Manning returned to the Crescent City less than two years later when the New Orleans Saints selected him second overall (behind Jim Plunkett) in the 1971 NFL draft. Manning played for the Saints from 1971 until he was traded after the first game of the 1982 season.

The Razorbacks and Rebels renewed their annual series in the 1980s, and in 1992, they became conference rivals when Arkansas joined the SEC. Houston Nutt was the head coach of both programs: the Razorbacks from 1998 to 2007 and the Rebels from 2008 to 2011.

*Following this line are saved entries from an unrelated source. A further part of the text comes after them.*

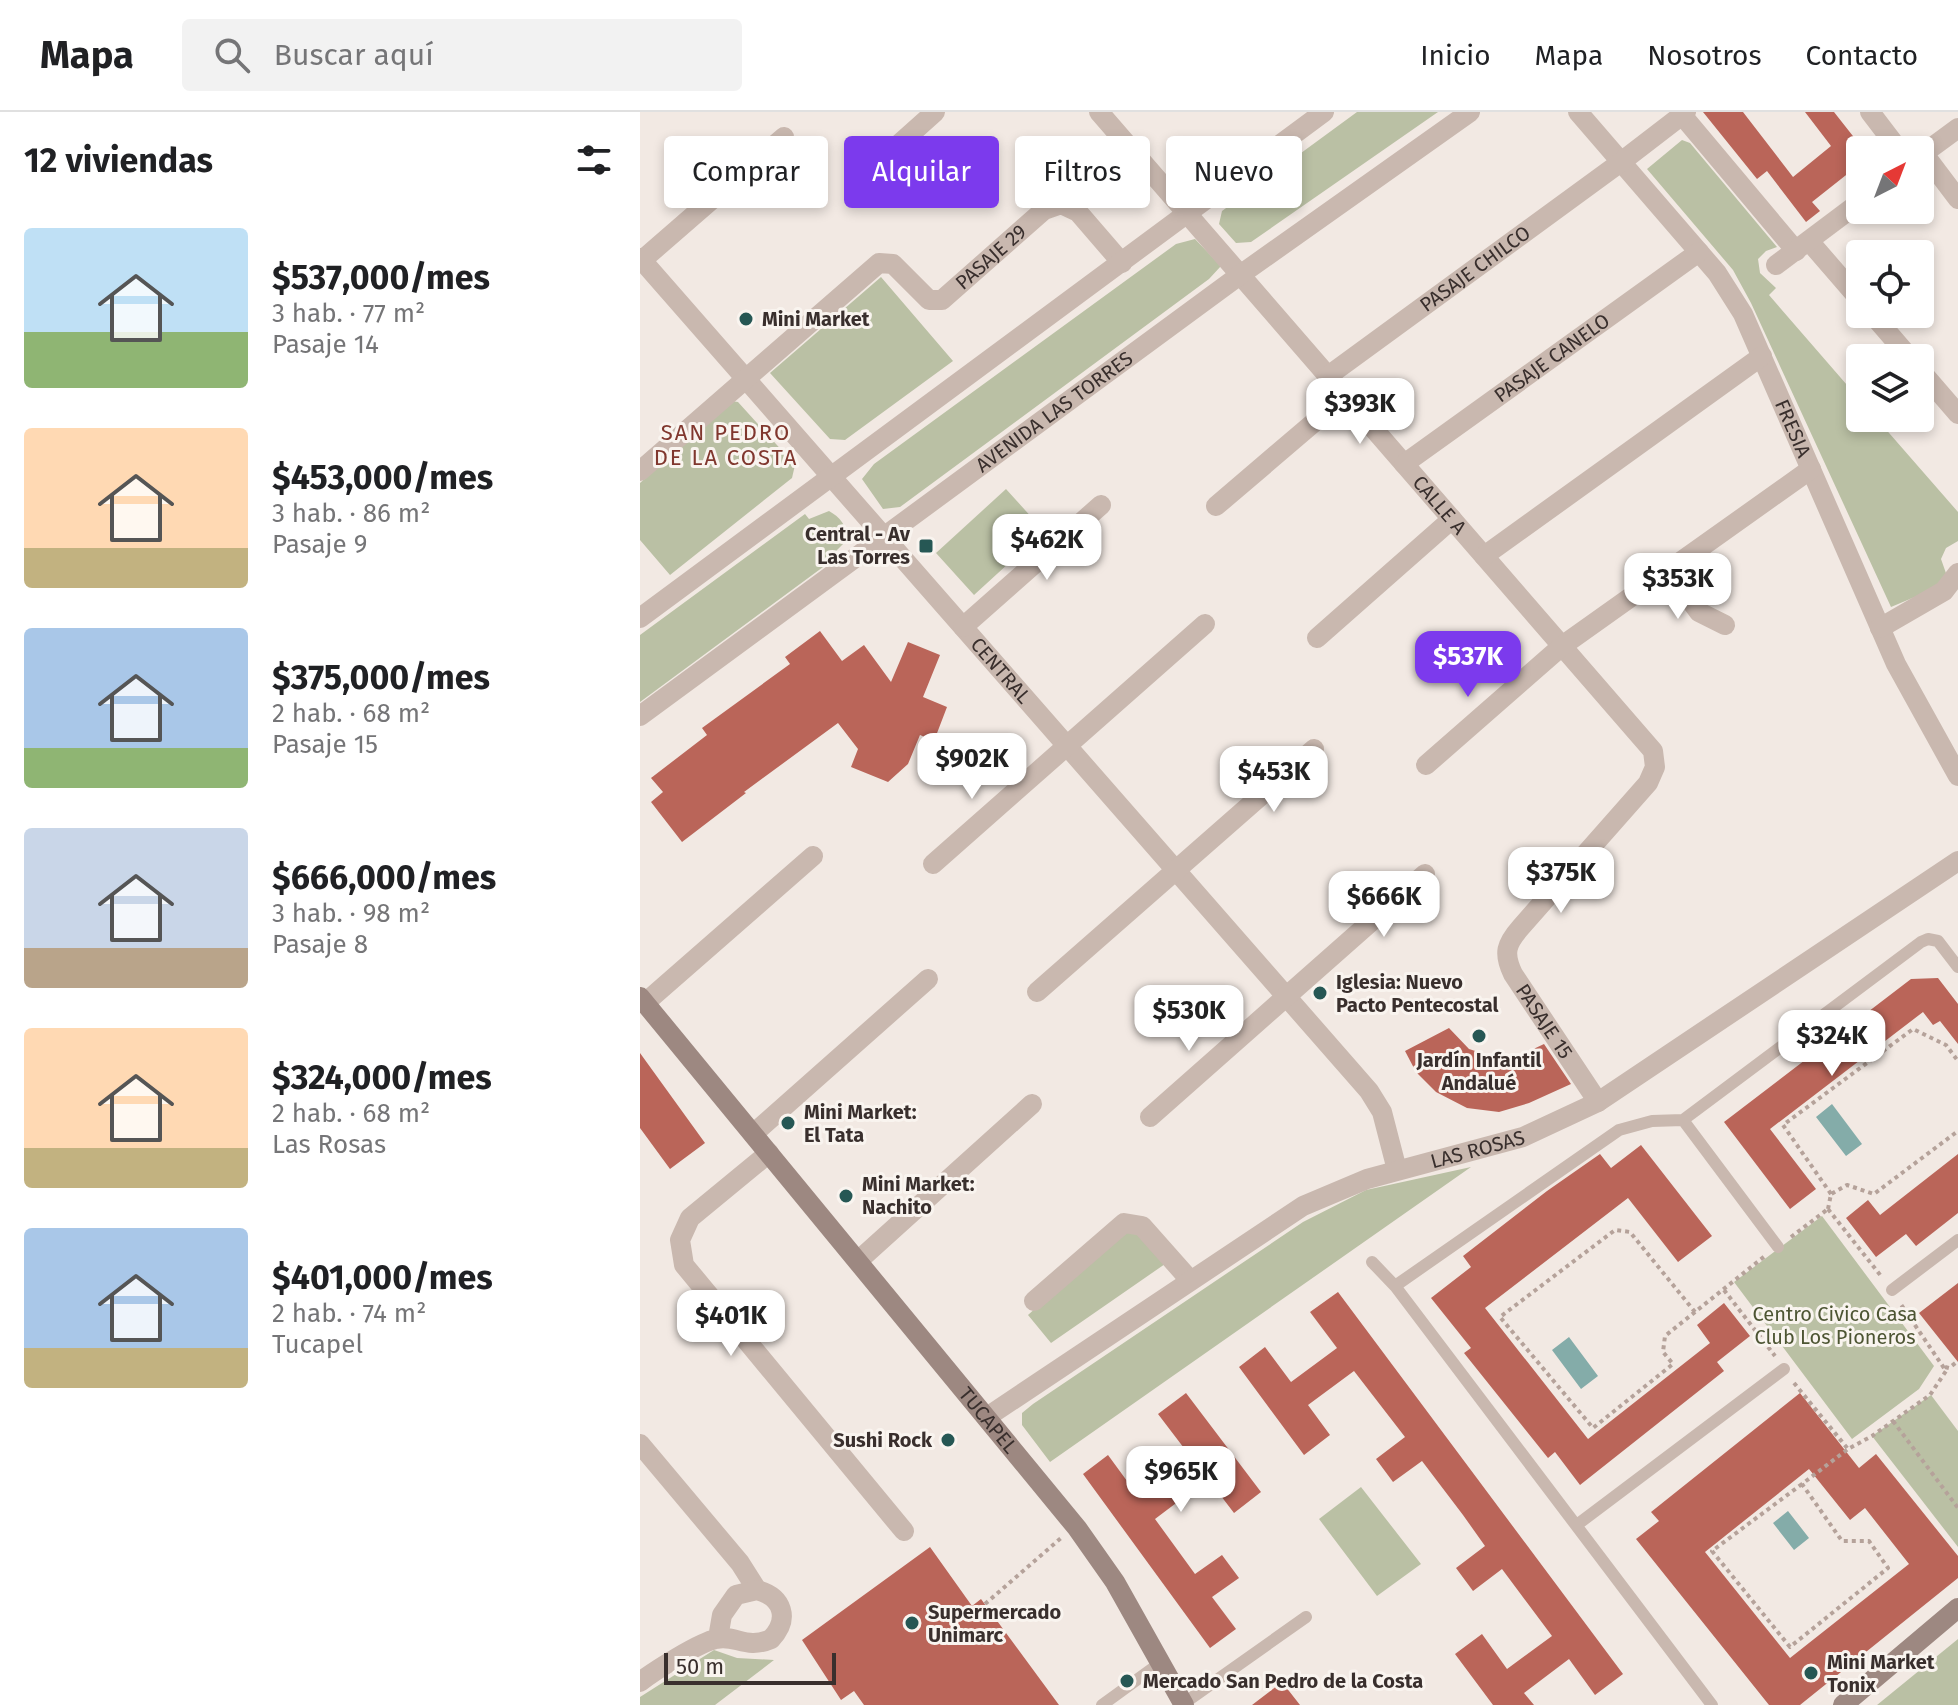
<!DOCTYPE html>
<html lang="es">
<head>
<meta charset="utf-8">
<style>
	body { margin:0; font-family:"Fira Sans",sans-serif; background:#f2f2f2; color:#202124; height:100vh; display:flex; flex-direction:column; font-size:30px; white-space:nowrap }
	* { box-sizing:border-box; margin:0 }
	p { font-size:26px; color:#757577 }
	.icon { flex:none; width:44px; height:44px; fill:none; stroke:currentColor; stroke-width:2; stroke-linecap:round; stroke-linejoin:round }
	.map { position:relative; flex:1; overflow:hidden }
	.side { display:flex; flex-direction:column; background:#fff; width:640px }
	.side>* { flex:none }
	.banner { position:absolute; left:24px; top:24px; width:760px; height:72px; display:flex; gap:16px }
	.needle { width:52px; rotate:42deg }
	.buttons { position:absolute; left:1206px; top:24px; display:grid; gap:16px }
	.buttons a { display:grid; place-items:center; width:88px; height:88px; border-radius:8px; background:#fff; box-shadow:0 4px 12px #0003; font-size:40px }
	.scale { position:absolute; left:24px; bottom:20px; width:172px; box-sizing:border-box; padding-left:8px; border:4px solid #392f2d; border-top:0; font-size:22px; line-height:28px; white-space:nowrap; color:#392f2d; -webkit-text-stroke:6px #f9f4ef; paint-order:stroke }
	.price { position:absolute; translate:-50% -68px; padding:0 18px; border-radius:16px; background:#fff; color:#222; font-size:26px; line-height:52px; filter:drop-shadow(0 2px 4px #0008) }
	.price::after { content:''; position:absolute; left:50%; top:48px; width:24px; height:18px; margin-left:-12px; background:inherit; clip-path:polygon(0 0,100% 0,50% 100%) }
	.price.on { background:#7c3aed; color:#fff }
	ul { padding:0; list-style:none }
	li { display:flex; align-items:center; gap:24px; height:200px; padding:0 24px }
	li span { display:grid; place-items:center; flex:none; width:224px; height:160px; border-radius:8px; color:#555 }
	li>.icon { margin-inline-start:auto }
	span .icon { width:96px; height:96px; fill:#fffc; stroke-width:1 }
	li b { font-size:34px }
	h2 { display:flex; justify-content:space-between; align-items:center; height:96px; padding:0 24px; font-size:34px }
	.tag { padding:0 28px; border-radius:8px; background:#fff; box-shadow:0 4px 12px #0003; font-size:28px; line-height:72px }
	.tag.on { background:#7c3aed; color:#fff }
	header { display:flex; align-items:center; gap:48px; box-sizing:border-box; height:112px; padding:0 40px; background:#fff; border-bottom:2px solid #e0e0e0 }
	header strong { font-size:38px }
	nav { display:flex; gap:44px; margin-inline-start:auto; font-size:28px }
	.search { width:560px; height:72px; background:#f2f2f2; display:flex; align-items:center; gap:20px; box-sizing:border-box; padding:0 28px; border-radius:8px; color:#757577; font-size:30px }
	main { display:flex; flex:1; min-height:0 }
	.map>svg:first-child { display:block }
	.green { fill:#bac0a4 }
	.water { fill:#84aca9 }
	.building { fill:#ba6559; fill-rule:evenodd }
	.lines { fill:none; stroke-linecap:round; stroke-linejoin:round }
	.path { stroke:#b5a29a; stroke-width:4; stroke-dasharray:4 4; stroke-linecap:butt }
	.lane { stroke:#c9b8af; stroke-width:12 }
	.street { stroke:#c9b8af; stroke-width:20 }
	.secondary { stroke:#9d8881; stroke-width:20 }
	.poi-dot { fill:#265754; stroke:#f9f4ef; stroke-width:3 }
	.labels { text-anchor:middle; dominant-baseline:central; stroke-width:6; stroke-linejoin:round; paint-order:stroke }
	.street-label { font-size:20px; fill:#392f2d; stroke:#f9f4ef }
	.poi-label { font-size:20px; font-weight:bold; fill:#392f2d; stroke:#f9f4ef; text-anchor:start }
	.park-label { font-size:20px; fill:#4d5533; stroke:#f9f4ef }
	.neighbourhood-label { font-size:22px; letter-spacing:2px; fill:#80372e; stroke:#f9f4ef }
</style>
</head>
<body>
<header>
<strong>Mapa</strong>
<div class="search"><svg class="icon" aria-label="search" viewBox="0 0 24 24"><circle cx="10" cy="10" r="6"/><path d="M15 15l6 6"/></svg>Buscar aquí</div>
<nav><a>Inicio</a><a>Mapa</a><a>Nosotros</a><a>Contacto</a></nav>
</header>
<main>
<section class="side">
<h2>12 viviendas<svg class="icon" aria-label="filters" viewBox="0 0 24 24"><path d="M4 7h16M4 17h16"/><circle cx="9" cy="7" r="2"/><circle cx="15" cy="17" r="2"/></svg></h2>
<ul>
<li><span style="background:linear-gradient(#bfe0f5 65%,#8fb573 0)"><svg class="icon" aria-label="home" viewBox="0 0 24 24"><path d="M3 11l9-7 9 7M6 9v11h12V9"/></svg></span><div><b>$537,000/mes</b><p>3 hab. · 77 m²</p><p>Pasaje 14</p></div></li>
<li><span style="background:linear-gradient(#ffd9b3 75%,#c2b280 0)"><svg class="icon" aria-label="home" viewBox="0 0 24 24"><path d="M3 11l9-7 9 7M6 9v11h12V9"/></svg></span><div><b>$453,000/mes</b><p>3 hab. · 86 m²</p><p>Pasaje 9</p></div></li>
<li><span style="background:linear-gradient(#a9c7e8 75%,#8fb573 0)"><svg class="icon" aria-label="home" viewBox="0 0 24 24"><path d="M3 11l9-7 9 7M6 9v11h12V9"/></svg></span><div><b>$375,000/mes</b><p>2 hab. · 68 m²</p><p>Pasaje 15</p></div></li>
<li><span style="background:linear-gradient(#c9d6e8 75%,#b9a48a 0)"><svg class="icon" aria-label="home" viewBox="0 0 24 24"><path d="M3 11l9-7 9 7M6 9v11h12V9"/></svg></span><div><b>$666,000/mes</b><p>3 hab. · 98 m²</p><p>Pasaje 8</p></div></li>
<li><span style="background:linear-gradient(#ffd9b3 75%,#c2b280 0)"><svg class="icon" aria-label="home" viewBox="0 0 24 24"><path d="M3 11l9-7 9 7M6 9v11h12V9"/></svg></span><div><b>$324,000/mes</b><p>2 hab. · 68 m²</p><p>Las Rosas</p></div></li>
<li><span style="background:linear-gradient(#a9c7e8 75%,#c2b280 0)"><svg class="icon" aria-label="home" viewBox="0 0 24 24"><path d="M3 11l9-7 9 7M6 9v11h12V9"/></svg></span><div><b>$401,000/mes</b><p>2 hab. · 74 m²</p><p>Tucapel</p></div></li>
</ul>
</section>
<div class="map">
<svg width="1318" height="1593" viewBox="0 0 1318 1593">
	<rect width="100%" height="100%" fill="#f2e9e3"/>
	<!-- green -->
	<path class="green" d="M717 0H798L611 130 596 131 579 112 582 99Z
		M1042 28 1050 31 1137 135 1126 139 1118 147 1120 161 1136 176 1129 183 1220 288V306H1236L1318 400V429L1306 436 1301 447 1307 464 1301 474 1251 495 1111 191 1093 158 1007 57Z
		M555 127 581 154 569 167 260 395 243 397 222 367 234 352 536 132Z
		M241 165 313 249 205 328 190 327 130 261Z
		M91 289 98 290 155 353 152 366 30 463 0 428V371Z
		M366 377 404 419 334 483 296 441Z
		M189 399C200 405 207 414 208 427L196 439 198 444 0 590V523L165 402 169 407Z
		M831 1055 410 1350 382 1313V1301L393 1292 663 1110 726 1078Z
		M1182 1104 1294 1254 1279 1277 1212 1327 1094 1170Z
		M483 1117 502 1120 525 1152 411 1231 388 1203Z
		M1291 1283 1318 1319V1435L1232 1324Z
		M721 1375 781 1452 737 1484 679 1407Z
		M1318 1527V1593H1237Z
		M74 1538 97 1546 134 1548 75 1593H0V1585Z"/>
	<!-- water -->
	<path class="water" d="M1192 992 1222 1032 1206 1044 1176 1005Z
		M929 1225 958 1264 941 1277 912 1238Z
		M1148 1399 1169 1426 1154 1438 1133 1411Z"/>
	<!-- building -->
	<path class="building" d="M1063 0H1103L1153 65 1191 34 1165 0H1194L1220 33V52L1172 90 1180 99 1166 110 1127 59 1117 67Z
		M180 519 202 549 224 533 251 570 268 530 300 543 283 585 307 595 294 629 280 623 268 652 248 670 211 655 218 637 198 611 104 680 106 681 42 730 11 690 23 680 11 666 67 623 62 616 150 552 145 545Z
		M1298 866 1318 892V932L1300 909 1293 913 1283 900 1130 1017 1176 1077 1150 1097 1084 1010 1271 867Z
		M809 916 829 937 854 945 879 944 904 932 931 972 889 991 859 1000 827 996 796 980 776 960 765 939Z
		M0 941 65 1031 30 1057 0 1016Z
		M1001 1033 1072 1124 1038 1150 988 1086 845 1196 948 1327 1070 1231 1057 1213 1084 1191 1110 1224 1077 1250 1084 1259 940 1373 915 1340 908 1346 824 1241 831 1236 791 1186 831 1155 823 1144 907 1079 960 1042 971 1056Z
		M1318 1042V1101L1276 1134 1266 1122 1236 1145 1206 1106 1228 1088 1240 1103Z
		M1318 1171V1250L1279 1201Z
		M698 1180 983 1562 955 1583 929 1547 884 1581 894 1593H853L815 1542 842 1522 867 1557 912 1524 862 1457 833 1479 816 1456 845 1434 823 1403 782 1349 753 1370 736 1347 765 1325 714 1259 668 1293 690 1323 664 1343 599 1255 625 1235 651 1270 697 1236 670 1200Z
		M546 1281 621 1380 594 1401 568 1367 515 1407 555 1462 582 1443 599 1466 572 1485 596 1517 570 1536 443 1362 468 1343 498 1384 550 1344 518 1302Z
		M1160 1281 1219 1356 1236 1342 1318 1444V1466L1160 1593H1129L996 1427 1019 1409 1011 1400ZM1169 1357 1210 1408 1225 1396 1269 1452 1150 1546 1065 1440Z
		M290 1435 332 1494 341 1487 419 1593H224L214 1579 201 1588 162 1528Z
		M642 1570 660 1593H612Z"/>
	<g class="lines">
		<!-- path -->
		<path class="path" d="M1191 1082 1143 1013 1273 917 1306 933 1318 949
			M1188 1097 1241 1164
			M1188 1097 1191 1082 1207 1073 1234 1082 1318 1019
			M1151 1125 1188 1097
			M1084 1178 1135 1244
			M1055 1200 990 1120 975 1118 860 1205 953 1316 1033 1252 1023 1240 1025 1224 1125 1144
			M1305 1255 1309 1256 1318 1249
			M1154 1271 1208 1337 1232 1324 1290 1283 1306 1259 1260 1191
			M1253 1309 1318 1396
			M1162 1372 1072 1439 1150 1535 1248 1456 1229 1429H1202L1162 1372 1208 1337
			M345 1492 421 1426"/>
		<!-- lane -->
		<path class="lane" d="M1043 1008 1281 830 1288 827 1298 829 1318 855
			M732 1150 755 1174 1072 1593
			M755 1174 979 1018 1012 1009 1043 1008 1138 1135
			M1252 1178 1318 1128
			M938 1412 1144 1257
			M543 1592 666 1505
			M462 1593 520 1551"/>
		<!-- street -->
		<g class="street">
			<path id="s1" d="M459 0 1013 639 1015 655 1008 671 881 815C866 832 863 841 873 862L958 990"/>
			<path id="s2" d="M938 0 1077 161 1103 202 1256 552 1318 664"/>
			<path d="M1230 0 1259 38"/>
			<path d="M1042 3 1156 139"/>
			<path d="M257 34 295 0"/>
			<path d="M1284 42 1318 87"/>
			<path d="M1280 44 1318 16"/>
			<path d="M1169 129 1220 188"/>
			<path id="s3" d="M0 146 729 979 742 1000 757 1058"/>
			<path d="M0 150 144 25"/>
			<path d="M1136 153 1220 90"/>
			<path d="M1232 202 1270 246"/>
			<path d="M1280 258 1318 302"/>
			<path id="s4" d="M688 264 981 50 1046 0"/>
			<path id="s5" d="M764 352 1059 140"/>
			<path id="s6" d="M0 359 239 151 253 152 289 188H302L404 98 421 92 438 100 482 151"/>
			<path d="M576 394 705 284"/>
			<path d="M844 444 1122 244"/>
			<path d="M1028 458 1059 500 1085 513"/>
			<path d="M0 506 684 0"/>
			<path d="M323 515 461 393"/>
			<path d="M1240 516 1304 479 1318 461"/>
			<path d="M677 526 812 407"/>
			<path id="s7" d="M0 604 600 163 830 0"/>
			<path d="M786 653 922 534 1171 357"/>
			<path d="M293 752 565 512"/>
			<path d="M397 880 674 637"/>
			<path d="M5 891 173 744"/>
			<path d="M510 1005 785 762"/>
			<path d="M113 1022 288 867"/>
			<path d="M129 1041 50 1106 40 1128 44 1153 264 1419"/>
			<path d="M218 1149 392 992"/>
			<path d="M394 1189 484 1111 502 1114 550 1168"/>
			<path id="s8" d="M347 1305 663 1094 727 1067 883 1025 958 990 1318 749"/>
			<path d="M0 1332 100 1451 117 1478"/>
			<path d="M0 1570C14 1559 60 1530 76 1527 95 1522 106 1538 131 1527 150 1507 143 1485 117 1478L96 1483 82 1503 78 1526"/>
		</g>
		<!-- secondary -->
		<g class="secondary">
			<path id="s9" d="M0 885 437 1416 475 1470 544 1593"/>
			<path d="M1203 1593 1318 1496"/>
		</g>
	</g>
	<!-- markers -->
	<g class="poi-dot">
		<circle cx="106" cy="207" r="8"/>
		<rect x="278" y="426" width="16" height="16" rx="4"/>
		<circle cx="680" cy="881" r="8"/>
		<circle cx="839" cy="924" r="8"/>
		<circle cx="148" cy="1011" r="8"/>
		<circle cx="206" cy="1084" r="8"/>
		<circle cx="308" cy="1328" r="8"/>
		<circle cx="272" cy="1511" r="8"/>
		<circle cx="1171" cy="1561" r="8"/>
		<circle cx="487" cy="1569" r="8"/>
	</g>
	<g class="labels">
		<!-- street labels -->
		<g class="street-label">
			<text stroke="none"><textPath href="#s6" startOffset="460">PASAJE 29</textPath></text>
			<text stroke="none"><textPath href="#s4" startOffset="182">PASAJE CHILCO</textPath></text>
			<text stroke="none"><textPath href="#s5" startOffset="182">PASAJE CANELO</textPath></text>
			<text stroke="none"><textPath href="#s7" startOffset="514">AVENIDA LAS TORRES</textPath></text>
			<text stroke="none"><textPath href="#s2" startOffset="386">FRESIA</textPath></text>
			<text stroke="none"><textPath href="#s1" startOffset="520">CALLE A</textPath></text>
			<text stroke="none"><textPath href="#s3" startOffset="548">CENTRAL</textPath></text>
			<text stroke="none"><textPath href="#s1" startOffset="1180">PASAJE 15</textPath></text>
			<text stroke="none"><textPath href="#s8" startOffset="564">LAS ROSAS</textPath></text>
			<text stroke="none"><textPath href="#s9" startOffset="548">TUCAPEL</textPath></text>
		</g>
		<!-- poi labels -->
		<g class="poi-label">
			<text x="122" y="207">Mini Market</text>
			<text x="270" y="422" text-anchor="end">Central - Av<tspan x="270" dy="23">Las Torres</tspan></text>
			<text x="696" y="870">Iglesia: Nuevo<tspan x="696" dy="23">Pacto Pentecostal</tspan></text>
			<text x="839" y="948" text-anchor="middle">Jardín Infantil<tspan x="839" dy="23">Andalué</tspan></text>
			<text x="164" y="1000">Mini Market:<tspan x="164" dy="23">El Tata</tspan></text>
			<text x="222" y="1072">Mini Market:<tspan x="222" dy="23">Nachito</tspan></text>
			<text x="292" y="1328" text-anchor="end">Sushi Rock</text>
			<text x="288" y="1500">Supermercado<tspan x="288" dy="23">Unimarc</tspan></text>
			<text x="1187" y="1550">Mini Market<tspan x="1187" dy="23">Tonix</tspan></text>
			<text x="503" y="1569">Mercado San Pedro de la Costa</text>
		</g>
		<!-- park labels -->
		<g class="park-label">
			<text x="1195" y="1202">Centro Civico Casa<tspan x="1195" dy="23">Club Los Pioneros</tspan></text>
		</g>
		<!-- neighbourhood labels -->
		<g class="neighbourhood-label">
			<text x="86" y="320">SAN PEDRO<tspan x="86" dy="25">DE LA COSTA</tspan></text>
		</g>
	</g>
</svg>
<div class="buttons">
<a><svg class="needle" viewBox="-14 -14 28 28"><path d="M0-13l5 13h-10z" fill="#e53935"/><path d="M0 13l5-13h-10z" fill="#757577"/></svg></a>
<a><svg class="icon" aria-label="locate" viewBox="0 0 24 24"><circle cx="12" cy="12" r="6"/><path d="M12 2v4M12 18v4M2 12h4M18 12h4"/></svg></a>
<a><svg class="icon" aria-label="layers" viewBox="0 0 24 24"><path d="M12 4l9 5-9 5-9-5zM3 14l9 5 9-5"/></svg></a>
</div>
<div class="scale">50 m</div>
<b class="price" style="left:720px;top:334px">$393K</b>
<b class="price" style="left:407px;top:470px">$462K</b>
<b class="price" style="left:1038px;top:509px">$353K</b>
<b class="price on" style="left:828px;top:587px">$537K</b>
<b class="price" style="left:332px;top:689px">$902K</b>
<b class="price" style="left:634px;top:702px">$453K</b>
<b class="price" style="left:921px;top:803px">$375K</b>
<b class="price" style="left:744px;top:827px">$666K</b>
<b class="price" style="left:549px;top:941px">$530K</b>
<b class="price" style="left:1192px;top:966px">$324K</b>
<b class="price" style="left:91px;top:1246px">$401K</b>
<b class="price" style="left:541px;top:1402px">$965K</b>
<div class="banner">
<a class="tag">Comprar</a>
<a class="tag on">Alquilar</a>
<a class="tag">Filtros</a>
<a class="tag">Nuevo</a>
</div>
</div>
</main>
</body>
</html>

Arkansas has played in the Sugar Bowl twice since losing to Ole Miss. In 1980 (1979 season), the Razorbacks of Lou Holtz lost 24–9 to national champion Alabama (coached by Arkansas native Bear Bryant), and in 2011 (2010 season), the Bobby Petrino-led Hogs lost 31–26 to Ohio State (the Buckeyes later vacated the win following the discovery of numerous NCAA violations under the watch of coach Jim Tressel).

Ole Miss did not return to the Sugar Bowl until January 2016, when it defeated Oklahoma State 48–20.